Taken together, the principles of the life course paradigm provide us a framework through which we can understand how and why the lived experiences of older persons are so unique and diverse. In Age Matters, Calasanti and Slevin have claimed that feminist thinking needs to include a consideration of age, along with other social statuses. They write, "We advance this volume in hope that once feminists take old age into account, they will work to imbue it with positive content—a content that reflects the diversity of old people, their lives and, their varied contributions" (p. 14). Ultimately, it does not matter whether we accomplish this goal by realigning feminist theory to consider how age-based ideologies structure one's experiences throughout the life course (as Calasanti and Slevin proposed) or whether we use the life course paradigm to consider how age interacts with other forces of history, culture, and social statuses such as gender and race to structure the experiences, attitudes, and beliefs of older persons (as Chambers and Cavigioli have done).

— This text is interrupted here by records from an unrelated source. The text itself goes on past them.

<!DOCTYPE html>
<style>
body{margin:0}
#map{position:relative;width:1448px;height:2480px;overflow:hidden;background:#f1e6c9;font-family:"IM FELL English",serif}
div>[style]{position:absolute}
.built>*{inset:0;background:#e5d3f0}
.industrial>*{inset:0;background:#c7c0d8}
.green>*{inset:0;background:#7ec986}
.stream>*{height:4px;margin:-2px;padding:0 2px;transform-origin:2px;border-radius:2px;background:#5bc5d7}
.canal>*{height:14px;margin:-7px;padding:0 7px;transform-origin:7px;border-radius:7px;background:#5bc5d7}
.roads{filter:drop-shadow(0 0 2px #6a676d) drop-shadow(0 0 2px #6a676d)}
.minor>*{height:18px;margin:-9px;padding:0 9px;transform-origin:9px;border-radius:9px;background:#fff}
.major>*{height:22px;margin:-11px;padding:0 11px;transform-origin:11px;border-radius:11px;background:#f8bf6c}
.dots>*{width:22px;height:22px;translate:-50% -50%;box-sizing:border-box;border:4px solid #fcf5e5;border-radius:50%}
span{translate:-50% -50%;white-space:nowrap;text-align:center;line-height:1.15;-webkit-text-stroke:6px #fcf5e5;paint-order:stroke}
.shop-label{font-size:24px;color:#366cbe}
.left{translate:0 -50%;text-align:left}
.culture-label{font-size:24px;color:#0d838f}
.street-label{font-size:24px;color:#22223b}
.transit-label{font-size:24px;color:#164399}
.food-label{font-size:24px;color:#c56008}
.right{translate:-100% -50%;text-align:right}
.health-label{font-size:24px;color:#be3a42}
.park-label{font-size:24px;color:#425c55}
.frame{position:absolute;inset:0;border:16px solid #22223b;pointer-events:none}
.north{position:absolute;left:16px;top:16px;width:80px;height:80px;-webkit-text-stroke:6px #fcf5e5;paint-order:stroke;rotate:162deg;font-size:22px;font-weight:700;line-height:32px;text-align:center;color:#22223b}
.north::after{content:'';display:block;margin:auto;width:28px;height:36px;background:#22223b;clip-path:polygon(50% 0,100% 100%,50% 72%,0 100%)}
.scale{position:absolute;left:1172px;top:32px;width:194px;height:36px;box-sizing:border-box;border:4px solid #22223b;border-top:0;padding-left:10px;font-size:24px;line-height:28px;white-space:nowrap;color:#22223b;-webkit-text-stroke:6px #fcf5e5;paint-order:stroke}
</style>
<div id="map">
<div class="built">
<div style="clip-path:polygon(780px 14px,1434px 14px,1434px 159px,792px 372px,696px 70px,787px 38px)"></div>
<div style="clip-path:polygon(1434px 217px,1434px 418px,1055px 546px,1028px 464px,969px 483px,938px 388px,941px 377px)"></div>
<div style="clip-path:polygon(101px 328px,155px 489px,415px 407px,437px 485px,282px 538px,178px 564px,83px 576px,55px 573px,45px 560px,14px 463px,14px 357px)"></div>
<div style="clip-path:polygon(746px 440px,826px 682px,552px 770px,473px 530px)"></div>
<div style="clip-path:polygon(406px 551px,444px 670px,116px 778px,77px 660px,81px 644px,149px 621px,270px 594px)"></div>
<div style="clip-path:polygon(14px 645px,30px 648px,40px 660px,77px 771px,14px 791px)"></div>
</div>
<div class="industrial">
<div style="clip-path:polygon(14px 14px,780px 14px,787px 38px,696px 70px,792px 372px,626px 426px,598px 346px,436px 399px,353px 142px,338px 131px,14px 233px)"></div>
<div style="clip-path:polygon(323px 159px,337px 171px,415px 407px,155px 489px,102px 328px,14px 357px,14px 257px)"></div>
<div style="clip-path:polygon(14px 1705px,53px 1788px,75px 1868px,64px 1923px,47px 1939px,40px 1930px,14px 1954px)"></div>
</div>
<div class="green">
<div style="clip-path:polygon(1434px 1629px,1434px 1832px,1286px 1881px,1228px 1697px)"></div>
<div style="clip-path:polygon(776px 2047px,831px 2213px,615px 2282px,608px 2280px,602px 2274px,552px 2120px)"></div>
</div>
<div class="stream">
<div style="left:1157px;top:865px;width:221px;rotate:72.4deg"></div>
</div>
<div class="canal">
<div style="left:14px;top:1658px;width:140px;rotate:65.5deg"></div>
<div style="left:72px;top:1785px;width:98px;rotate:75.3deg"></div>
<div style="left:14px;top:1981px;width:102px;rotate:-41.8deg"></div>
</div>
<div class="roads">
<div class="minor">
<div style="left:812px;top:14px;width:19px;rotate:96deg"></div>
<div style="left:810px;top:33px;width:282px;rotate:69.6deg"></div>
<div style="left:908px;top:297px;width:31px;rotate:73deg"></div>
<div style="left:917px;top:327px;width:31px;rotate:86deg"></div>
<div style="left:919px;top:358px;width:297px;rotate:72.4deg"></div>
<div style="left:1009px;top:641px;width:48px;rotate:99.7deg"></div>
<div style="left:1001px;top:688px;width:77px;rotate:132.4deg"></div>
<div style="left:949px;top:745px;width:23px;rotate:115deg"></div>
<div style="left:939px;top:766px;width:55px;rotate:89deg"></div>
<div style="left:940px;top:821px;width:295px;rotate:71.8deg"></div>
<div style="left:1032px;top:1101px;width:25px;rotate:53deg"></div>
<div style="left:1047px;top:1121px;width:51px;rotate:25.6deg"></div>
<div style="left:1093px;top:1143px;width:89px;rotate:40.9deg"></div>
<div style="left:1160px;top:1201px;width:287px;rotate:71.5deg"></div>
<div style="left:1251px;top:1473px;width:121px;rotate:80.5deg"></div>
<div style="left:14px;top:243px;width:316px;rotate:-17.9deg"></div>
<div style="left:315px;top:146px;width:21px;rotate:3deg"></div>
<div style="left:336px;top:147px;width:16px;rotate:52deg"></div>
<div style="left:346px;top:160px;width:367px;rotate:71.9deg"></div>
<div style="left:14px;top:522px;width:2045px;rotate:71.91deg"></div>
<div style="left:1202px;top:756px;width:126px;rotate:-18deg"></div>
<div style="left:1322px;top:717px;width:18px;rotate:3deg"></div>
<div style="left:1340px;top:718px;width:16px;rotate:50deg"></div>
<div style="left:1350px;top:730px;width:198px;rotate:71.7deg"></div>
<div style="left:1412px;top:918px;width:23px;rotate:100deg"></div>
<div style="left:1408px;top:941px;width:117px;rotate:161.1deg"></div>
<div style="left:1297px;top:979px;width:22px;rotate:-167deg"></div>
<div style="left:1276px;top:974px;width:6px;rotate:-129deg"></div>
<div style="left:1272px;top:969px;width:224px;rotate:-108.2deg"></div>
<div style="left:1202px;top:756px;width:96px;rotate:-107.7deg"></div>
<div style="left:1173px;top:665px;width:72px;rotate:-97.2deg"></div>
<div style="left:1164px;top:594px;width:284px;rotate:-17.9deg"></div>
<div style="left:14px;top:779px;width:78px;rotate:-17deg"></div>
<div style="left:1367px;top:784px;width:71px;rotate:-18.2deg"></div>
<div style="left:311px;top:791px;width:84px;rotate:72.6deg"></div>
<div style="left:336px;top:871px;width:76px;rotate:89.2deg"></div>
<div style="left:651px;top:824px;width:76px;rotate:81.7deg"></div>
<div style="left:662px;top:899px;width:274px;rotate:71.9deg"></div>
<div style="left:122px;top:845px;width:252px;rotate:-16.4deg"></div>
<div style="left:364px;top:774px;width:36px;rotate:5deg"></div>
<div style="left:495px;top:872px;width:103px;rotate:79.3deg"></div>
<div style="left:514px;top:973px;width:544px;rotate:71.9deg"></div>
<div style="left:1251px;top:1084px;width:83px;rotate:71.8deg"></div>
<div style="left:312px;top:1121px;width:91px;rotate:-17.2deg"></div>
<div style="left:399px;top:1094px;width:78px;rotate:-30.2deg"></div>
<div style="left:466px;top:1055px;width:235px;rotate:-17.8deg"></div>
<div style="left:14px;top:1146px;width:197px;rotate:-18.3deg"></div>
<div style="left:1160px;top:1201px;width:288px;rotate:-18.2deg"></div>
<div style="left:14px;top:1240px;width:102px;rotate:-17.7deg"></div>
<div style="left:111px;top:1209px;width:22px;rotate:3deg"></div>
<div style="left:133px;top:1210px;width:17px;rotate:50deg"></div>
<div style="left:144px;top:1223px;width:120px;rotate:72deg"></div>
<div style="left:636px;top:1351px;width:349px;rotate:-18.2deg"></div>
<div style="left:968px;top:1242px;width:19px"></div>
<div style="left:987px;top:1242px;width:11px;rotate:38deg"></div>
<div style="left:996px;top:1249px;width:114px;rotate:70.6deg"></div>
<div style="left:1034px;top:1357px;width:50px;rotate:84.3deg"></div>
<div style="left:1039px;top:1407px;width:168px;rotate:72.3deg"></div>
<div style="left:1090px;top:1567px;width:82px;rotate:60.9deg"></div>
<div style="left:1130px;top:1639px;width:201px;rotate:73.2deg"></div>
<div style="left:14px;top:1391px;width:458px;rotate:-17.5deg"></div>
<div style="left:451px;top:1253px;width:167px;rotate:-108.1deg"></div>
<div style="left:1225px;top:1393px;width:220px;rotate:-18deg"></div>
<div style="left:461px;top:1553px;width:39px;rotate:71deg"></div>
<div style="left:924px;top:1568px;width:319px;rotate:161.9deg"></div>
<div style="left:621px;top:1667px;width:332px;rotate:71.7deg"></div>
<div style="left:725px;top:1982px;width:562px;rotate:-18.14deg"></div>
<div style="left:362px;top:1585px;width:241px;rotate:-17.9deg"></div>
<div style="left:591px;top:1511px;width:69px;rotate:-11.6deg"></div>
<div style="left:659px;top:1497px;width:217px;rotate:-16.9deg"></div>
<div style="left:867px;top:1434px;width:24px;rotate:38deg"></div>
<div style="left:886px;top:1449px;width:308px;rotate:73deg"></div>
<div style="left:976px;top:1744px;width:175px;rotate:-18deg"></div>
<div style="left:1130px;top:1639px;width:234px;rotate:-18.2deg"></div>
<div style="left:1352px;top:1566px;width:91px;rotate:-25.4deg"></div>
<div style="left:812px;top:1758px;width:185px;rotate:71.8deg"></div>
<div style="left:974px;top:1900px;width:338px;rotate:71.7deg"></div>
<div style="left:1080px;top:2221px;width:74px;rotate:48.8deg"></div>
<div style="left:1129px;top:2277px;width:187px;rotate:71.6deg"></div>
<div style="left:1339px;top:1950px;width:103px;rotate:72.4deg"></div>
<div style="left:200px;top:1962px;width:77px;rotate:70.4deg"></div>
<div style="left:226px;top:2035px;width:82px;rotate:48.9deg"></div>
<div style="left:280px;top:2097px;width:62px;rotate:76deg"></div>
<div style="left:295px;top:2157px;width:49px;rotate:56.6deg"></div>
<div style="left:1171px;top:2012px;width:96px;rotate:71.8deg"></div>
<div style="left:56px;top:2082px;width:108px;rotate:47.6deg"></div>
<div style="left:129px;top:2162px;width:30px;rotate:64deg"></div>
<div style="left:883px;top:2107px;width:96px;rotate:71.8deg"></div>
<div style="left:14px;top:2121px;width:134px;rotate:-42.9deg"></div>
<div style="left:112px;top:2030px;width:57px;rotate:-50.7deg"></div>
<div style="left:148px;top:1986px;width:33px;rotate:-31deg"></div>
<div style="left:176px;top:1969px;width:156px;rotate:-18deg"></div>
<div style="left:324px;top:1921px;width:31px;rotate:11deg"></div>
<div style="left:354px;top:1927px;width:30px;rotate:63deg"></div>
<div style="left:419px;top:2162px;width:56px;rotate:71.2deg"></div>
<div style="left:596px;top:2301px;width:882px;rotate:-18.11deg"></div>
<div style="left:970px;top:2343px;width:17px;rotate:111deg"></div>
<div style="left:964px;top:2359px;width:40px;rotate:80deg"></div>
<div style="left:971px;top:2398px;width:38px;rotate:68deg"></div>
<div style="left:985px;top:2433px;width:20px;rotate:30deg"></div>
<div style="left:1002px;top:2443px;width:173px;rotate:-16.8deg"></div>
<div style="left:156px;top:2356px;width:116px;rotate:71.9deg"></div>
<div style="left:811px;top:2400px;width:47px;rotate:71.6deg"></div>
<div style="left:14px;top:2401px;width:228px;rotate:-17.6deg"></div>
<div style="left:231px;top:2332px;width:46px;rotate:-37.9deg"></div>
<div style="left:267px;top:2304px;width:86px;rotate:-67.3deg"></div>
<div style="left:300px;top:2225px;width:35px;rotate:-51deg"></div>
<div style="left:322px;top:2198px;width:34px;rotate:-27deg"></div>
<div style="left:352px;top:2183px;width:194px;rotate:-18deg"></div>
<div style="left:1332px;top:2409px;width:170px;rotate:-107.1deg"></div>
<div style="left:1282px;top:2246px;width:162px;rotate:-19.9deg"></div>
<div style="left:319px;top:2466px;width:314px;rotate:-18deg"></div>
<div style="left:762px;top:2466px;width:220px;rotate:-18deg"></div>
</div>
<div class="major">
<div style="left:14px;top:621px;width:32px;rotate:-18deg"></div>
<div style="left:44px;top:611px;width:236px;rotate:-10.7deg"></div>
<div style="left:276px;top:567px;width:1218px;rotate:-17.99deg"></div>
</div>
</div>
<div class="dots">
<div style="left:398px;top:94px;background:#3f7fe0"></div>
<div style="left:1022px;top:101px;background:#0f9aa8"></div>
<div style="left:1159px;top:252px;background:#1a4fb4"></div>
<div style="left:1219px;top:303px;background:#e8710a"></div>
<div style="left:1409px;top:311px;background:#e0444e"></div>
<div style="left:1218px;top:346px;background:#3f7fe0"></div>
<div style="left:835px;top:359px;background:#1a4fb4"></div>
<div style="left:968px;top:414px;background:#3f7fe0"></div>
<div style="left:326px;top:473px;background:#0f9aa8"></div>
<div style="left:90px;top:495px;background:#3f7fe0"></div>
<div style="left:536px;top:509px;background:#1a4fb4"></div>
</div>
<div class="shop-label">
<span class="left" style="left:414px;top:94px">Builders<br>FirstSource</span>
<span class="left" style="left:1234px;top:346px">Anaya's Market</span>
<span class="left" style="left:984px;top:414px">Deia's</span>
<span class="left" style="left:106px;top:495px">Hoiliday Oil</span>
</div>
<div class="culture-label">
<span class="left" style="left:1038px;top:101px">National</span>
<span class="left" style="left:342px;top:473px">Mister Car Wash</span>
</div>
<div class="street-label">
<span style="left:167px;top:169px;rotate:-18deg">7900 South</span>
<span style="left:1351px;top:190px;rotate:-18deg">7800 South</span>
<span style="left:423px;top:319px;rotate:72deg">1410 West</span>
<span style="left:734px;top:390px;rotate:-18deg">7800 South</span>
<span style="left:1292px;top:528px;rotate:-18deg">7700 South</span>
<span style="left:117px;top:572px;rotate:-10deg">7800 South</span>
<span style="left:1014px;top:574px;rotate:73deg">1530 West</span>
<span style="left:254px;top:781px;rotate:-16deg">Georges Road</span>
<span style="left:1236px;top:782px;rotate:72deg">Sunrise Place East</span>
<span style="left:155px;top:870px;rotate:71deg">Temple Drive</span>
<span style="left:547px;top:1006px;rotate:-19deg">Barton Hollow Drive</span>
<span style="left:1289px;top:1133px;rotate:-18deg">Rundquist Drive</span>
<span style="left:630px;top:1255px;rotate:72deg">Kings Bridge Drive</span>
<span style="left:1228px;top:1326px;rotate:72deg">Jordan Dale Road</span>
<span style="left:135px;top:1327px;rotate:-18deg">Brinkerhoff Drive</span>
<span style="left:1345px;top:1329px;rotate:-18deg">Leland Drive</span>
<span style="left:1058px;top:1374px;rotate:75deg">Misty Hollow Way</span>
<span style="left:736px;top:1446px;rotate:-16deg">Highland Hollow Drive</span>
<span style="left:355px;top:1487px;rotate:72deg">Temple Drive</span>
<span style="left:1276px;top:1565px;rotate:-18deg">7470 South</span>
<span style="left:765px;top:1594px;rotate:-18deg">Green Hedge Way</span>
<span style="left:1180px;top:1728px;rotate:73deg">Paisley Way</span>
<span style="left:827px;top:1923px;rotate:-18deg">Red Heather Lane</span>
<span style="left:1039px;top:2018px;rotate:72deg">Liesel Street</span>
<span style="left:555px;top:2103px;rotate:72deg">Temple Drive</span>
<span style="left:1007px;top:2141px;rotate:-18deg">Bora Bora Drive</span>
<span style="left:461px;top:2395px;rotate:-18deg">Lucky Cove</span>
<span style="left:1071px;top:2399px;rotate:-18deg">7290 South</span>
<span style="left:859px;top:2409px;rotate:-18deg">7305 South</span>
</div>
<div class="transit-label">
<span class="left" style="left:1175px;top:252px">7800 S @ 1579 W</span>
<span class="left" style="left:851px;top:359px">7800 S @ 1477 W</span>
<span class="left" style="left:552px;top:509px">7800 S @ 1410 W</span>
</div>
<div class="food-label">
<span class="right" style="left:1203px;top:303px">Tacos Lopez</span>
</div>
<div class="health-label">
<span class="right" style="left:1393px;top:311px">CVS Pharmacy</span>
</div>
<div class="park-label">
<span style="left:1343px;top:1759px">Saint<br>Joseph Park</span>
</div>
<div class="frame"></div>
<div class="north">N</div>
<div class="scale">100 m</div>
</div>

The main goal of these three books is to develop both empirical and theoretical analyses that bring together age studies and feminist thought to understand the lived experiences of older adults. A life course perspective accomplishes that goal, as does an age-based feminist analysis. No matter what we call it, it is a positive direction that will increase the utility of feminist thinking for aging-related analyses. I, for one, am pleased to see the attention on this type of theoretical development.